This is FRESH AIR. I am Dave Davies, in for Terry Gross. It was no surprise but still a spectacular showing when the film "Everything Everywhere All At Once" swept the Academy Awards. It won seven Oscars, including best picture, best director and best actress for Michelle Yeoh, our guest today. She was the first Asian performer to win that award. But Michelle Yeoh has been a movie star for decades. Appearing in Hong Kong action films since the 1980s, she was widely praised for her work in the 2000 film "Crouching Tiger, Hidden Dragon." Her other movies include the Bond film "Tomorrow Never Dies" and "Crazy Rich Asians." Michelle Yeoh spoke last year to FRESH AIR guest interviewer Tonya Mosley. Here's Tonya.

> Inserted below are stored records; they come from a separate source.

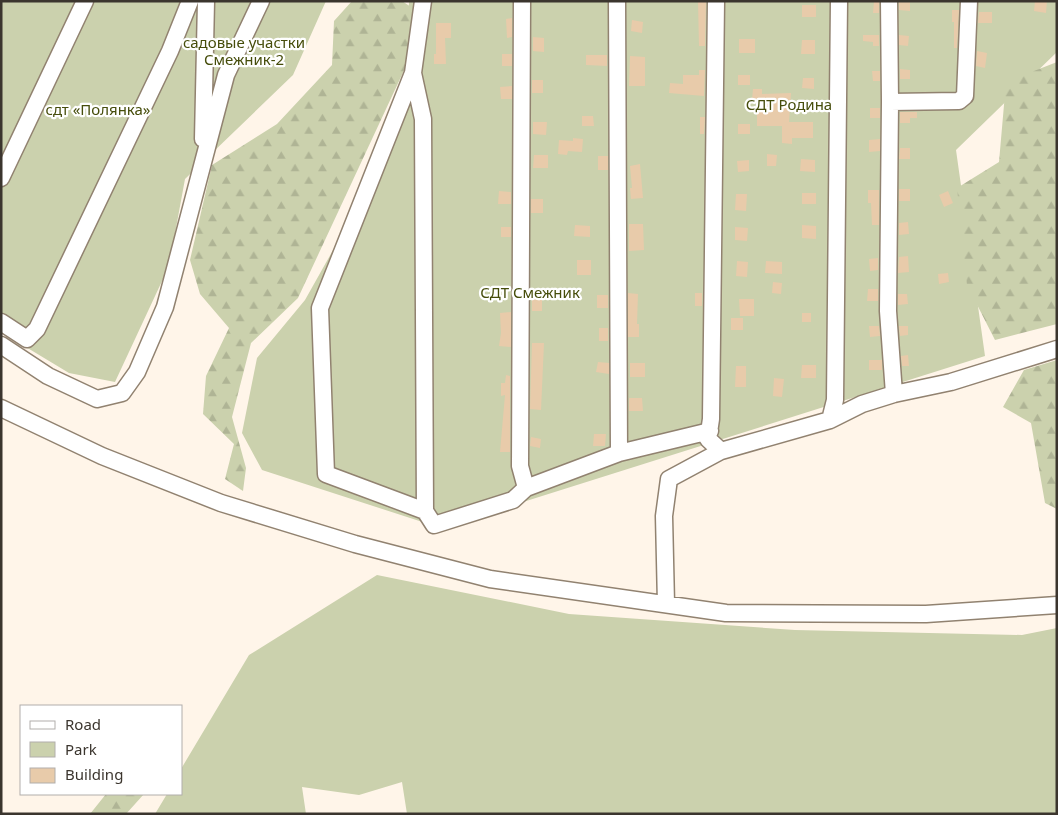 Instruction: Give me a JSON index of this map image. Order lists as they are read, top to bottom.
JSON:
{
  "parks": [
    "садовые участки Смежник-2",
    "СДТ Родина",
    "сдт «Полянка»",
    "СДТ Смежник"
  ],
  "legend": ["Road", "Park", "Building"]
} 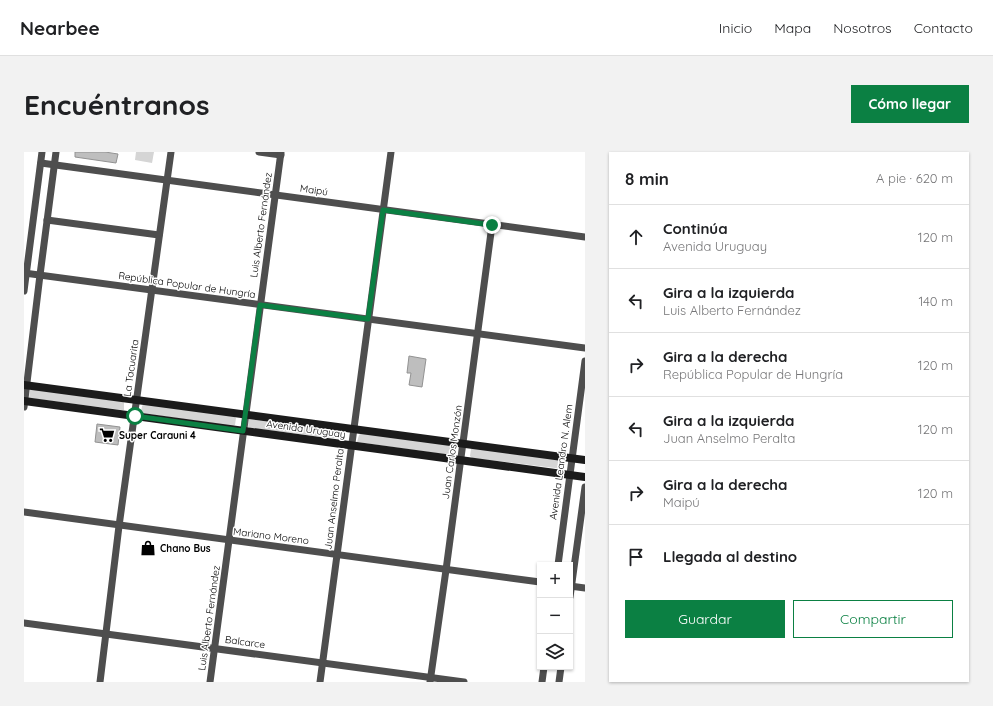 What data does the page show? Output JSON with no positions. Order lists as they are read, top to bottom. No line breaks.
{"streets":{"street":["Maipú","Luis Alberto Fernández","República Popular de Hungría","La Tacuarita","Avenida Uruguay","Juan Carlos Monzón","Avenida Leandro N. Alem","Juan Anselmo Peralta","Mariano Moreno","Balcarce"]},"crossings":[["Maipú","Luis Alberto Fernández"],["Maipú","La Tacuarita"],["Maipú","Juan Carlos Monzón"],["Maipú","Juan Anselmo Peralta"],["Luis Alberto Fernández","República Popular de Hungría"],["Luis Alberto Fernández","Avenida Uruguay"],["Luis Alberto Fernández","Mariano Moreno"],["Luis Alberto Fernández","Balcarce"],["República Popular de Hungría","La Tacuarita"],["República Popular de Hungría","Juan Carlos Monzón"],["República Popular de Hungría","Juan Anselmo Peralta"],["La Tacuarita","Avenida Uruguay"],["La Tacuarita","Mariano Moreno"],["La Tacuarita","Balcarce"],["Avenida Uruguay","Juan Carlos Monzón"],["Avenida Uruguay","Avenida Leandro N. Alem"],["Avenida Uruguay","Juan Anselmo Peralta"],["Juan Carlos Monzón","Mariano Moreno"],["Juan Carlos Monzón","Balcarce"],["Juan Anselmo Peralta","Mariano Moreno"],["Juan Anselmo Peralta","Balcarce"]],"places":{"supermarket":["Super Carauni 4"],"shop":["Chano Bus"]},"page":{"header":"Nearbee","nav":["Inicio","Mapa","Nosotros","Contacto"],"buttons":["Cómo llegar",["Guardar","Compartir"]],"title":"Encuéntranos","heading":["8 min","A pie · 620 m"],"list":[["Continúa","Avenida Uruguay","120 m"],["Gira a la izquierda","Luis Alberto Fernández","140 m"],["Gira a la derecha","República Popular de Hungría","120 m"],["Gira a la izquierda","Juan Anselmo Peralta","120 m"],["Gira a la derecha","Maipú","120 m"],"Llegada al destino"],"map_buttons":["+","−"]}} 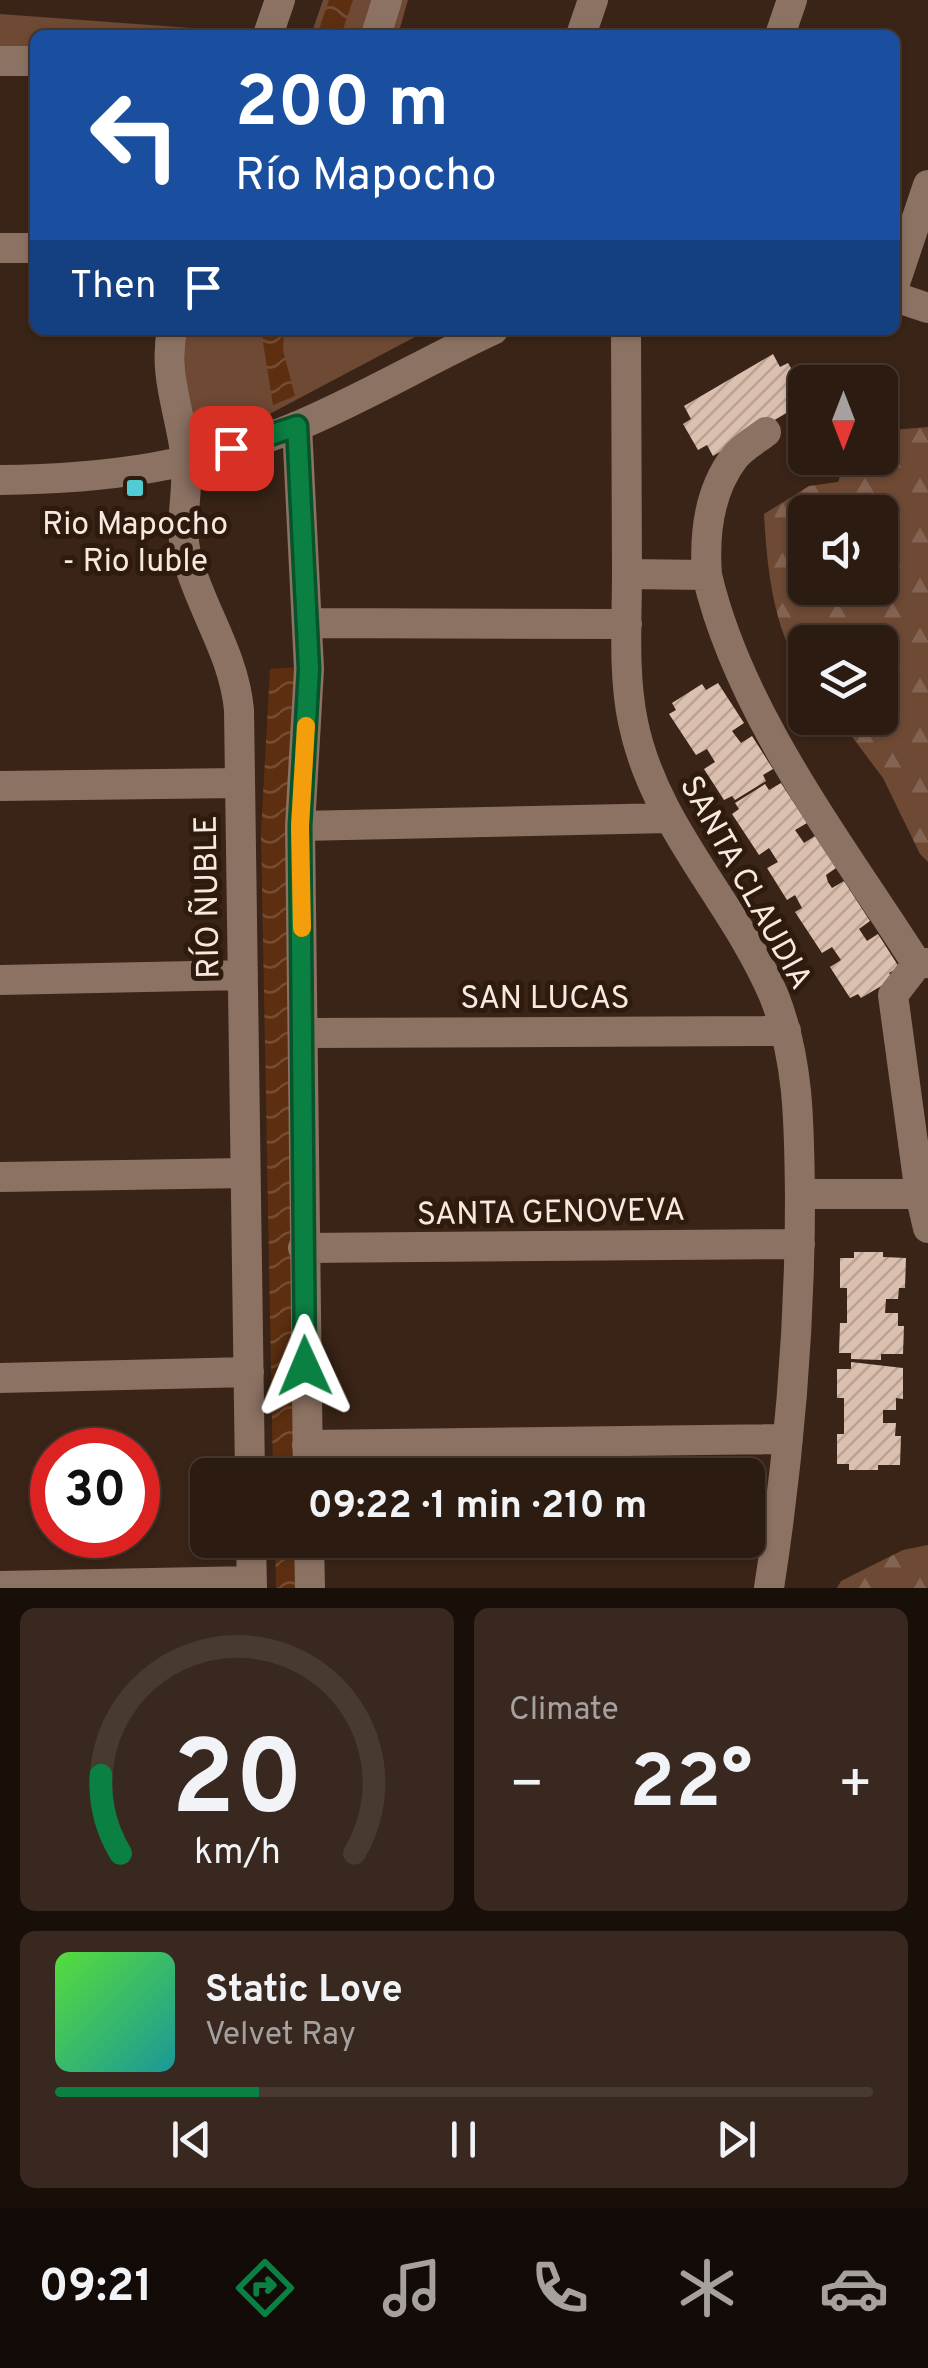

(SOUNDBITE OF ARCHIVED NPR BROADCAST)

TONYA MOSLEY: When Michelle Yeoh read the script for "Everything Everywhere All At Once," she gave a big sigh of relief and said, finally, a project that would allow her to be the lead and show everyone what she was capable of - playing a multidimensional character who could be sad, real and funny. "Everything Everywhere All At Once" follows Evelyn Wang, a Chinese American immigrant mother who made a decision decades ago to leave her parents behind and follow her boyfriend to America.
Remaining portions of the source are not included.